[[!comment format=mdwn
 username="http://adamspiers.myopenid.com/"
 nickname="Adam"
 subject="comment 10"
 date="2011-12-23T17:22:11Z"
 content="""
> Your perl script is not O(n). Inserting into perl hash tables has
> overhead of minimum O(n log n).

What's your source for this assertion?  I would expect an amortized
average of `O(1)` per insertion, i.e. `O(n)` for full population.

> Not counting the overhead of resizing hash tables,
> the grevious slowdown if the bucket size is overcome by data (it
> probably falls back to a linked list or something then), and the
> overhead of traversing the hash tables to get data out.

None of which necessarily change the algorithmic complexity.  However
real benchmarks are far more useful here than complexity analysis, and
[the dangers of premature optimization](http://c2.com/cgi/wiki?PrematureOptimization) 
should not be forgotten.

> Your memory size calculations ignore the overhead of a hash table or
> other data structure to store the data in, which will tend to be
> more than the actual data size it's storing. I estimate your 50
> million number is off by at least one order of magnitude, and more
> likely two;

Sure, I was aware of that, but my point still stands.  Even 500k keys
per 1GB of RAM does not sound expensive to me.

> in any case I don't want git-annex to use 1 gb of ram.

Why not?  What's the maximum it should use?  512MB?  256MB?
32MB?  I don't see the sense in the author of a program 
dictating thresholds which are entirely dependent on the context
in which the program is *run*, not the context in which it's *written*.
That's why systems have files such as `/etc/security/limits.conf`.

You said you want git-annex to scale to enormous repositories.  If you
impose an arbitrary memory restriction such as the above, that means
avoiding implementing *any* kind of functionality which requires `O(n)`
memory or worse.  Isn't it reasonable to assume that many users use
git-annex on repositories which are *not* enormous?  Even when they do
work with enormous repositories, just like with any other program,
they would naturally expect certain operations to take longer or
become impractical without sufficient RAM.  That's why I say that this
restriction amounts to throwing out the baby with the bathwater.
It just means that those who need the functionality would have to
reimplement it themselves, assuming they are able, which is likely
to result in more wheel reinventions.  I've already shared
[my implementation](https://github.com/aspiers/git-config/blob/master/bin/git-annex-finddups)
but how many people are likely to find it, let alone get it working?

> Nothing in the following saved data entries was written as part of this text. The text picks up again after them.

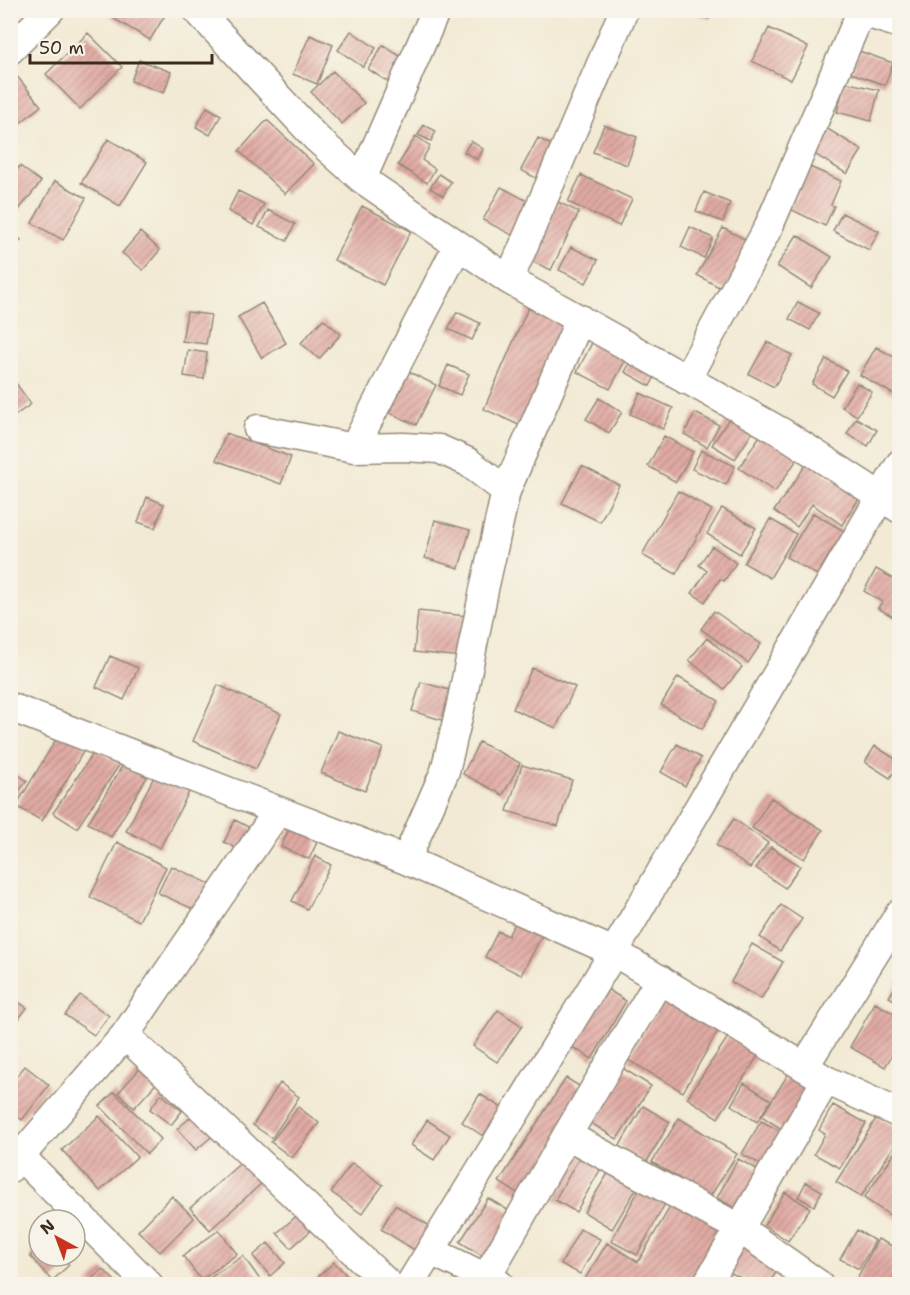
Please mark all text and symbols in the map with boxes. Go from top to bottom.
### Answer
scale bar [30,27,212,65]
text: 50 m [39,36,84,60]
north arrow [27,1208,87,1268]
text: N [36,1215,59,1239]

> Little known fact: sort(1) will use a temp file as a buffer if too
> much memory is needed to hold the data to sort.

Interesting.  Presumably you are referring to some undocumented
behaviour, rather than `--batch-size` which only applies when merging
multiple files, and not when only sorting STDIN.

> It's also written in the most efficient language possible and has
> been ruthlessly optimised for 30 years, so I would be very surprised
> if it was not the best choice.

It's the best choice for sorting.  But sorting purely to detect
duplicates is a dismally bad choice.
"""]]